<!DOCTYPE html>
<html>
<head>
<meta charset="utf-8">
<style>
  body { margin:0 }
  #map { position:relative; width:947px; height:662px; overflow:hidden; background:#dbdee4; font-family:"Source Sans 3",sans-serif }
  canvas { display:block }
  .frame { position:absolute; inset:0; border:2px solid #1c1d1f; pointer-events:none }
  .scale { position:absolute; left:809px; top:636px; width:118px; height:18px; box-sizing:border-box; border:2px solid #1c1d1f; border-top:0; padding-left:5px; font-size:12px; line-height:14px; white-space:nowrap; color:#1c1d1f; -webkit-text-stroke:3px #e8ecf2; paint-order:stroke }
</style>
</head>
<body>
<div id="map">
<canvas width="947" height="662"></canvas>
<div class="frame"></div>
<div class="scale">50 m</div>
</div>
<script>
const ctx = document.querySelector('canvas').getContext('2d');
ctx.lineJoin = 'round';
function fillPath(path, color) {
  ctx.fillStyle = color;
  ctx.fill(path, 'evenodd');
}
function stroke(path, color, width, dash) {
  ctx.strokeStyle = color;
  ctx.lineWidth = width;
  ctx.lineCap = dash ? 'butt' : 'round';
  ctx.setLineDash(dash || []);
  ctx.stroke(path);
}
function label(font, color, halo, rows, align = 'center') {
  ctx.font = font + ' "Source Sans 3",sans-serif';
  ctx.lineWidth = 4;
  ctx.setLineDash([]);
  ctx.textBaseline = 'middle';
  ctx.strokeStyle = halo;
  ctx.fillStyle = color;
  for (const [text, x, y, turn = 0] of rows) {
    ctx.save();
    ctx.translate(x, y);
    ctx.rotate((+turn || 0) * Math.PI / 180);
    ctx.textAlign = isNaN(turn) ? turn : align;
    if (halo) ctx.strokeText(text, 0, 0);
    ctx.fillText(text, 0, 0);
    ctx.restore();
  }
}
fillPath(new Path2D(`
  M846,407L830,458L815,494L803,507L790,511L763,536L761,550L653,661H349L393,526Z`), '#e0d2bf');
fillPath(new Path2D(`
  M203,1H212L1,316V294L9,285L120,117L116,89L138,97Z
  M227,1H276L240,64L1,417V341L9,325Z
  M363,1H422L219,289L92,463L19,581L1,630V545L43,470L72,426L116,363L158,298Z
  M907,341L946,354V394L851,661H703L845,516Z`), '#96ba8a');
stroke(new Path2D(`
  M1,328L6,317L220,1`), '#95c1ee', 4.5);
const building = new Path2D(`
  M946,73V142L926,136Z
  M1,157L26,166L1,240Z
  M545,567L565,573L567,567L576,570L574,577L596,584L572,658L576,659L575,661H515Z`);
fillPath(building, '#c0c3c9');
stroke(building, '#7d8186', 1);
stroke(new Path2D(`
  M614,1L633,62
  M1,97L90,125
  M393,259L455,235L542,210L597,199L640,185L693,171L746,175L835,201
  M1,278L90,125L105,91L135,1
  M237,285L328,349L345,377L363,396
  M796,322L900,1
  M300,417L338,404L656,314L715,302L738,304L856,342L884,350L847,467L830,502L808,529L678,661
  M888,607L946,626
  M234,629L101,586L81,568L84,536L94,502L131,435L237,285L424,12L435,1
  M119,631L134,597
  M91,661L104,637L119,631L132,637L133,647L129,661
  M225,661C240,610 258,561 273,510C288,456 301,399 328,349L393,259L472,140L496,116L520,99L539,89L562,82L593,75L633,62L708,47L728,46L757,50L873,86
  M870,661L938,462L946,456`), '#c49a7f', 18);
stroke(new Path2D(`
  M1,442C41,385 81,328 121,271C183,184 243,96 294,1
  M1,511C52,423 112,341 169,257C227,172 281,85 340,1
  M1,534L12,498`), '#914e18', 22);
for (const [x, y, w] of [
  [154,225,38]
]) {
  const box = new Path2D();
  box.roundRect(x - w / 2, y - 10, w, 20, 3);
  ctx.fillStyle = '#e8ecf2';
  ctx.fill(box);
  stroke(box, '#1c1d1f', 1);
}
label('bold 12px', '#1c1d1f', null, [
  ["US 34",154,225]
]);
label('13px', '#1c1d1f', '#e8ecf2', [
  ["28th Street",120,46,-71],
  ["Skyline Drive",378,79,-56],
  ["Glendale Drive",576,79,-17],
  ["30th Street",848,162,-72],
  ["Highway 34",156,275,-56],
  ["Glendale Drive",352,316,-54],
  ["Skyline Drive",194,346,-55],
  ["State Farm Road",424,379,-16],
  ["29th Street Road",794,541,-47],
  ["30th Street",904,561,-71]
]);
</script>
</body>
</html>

======

* _Task instructions_:
Copy out only the lines above from the one with "ctx.setLineDash([]);" to the one with "M227,1H276L240,64L1,417V341L9,325Z", inclusive, exactly as they stand.

* _Solved exercise_:
  ctx.setLineDash([]);
  ctx.textBaseline = 'middle';
  ctx.strokeStyle = halo;
  ctx.fillStyle = color;
  for (const [text, x, y, turn = 0] of rows) {
    ctx.save();
    ctx.translate(x, y);
    ctx.rotate((+turn || 0) * Math.PI / 180);
    ctx.textAlign = isNaN(turn) ? turn : align;
    if (halo) ctx.strokeText(text, 0, 0);
    ctx.fillText(text, 0, 0);
    ctx.restore();
  }
}
fillPath(new Path2D(`
  M846,407L830,458L815,494L803,507L790,511L763,536L761,550L653,661H349L393,526Z`), '#e0d2bf');
fillPath(new Path2D(`
  M203,1H212L1,316V294L9,285L120,117L116,89L138,97Z
  M227,1H276L240,64L1,417V341L9,325Z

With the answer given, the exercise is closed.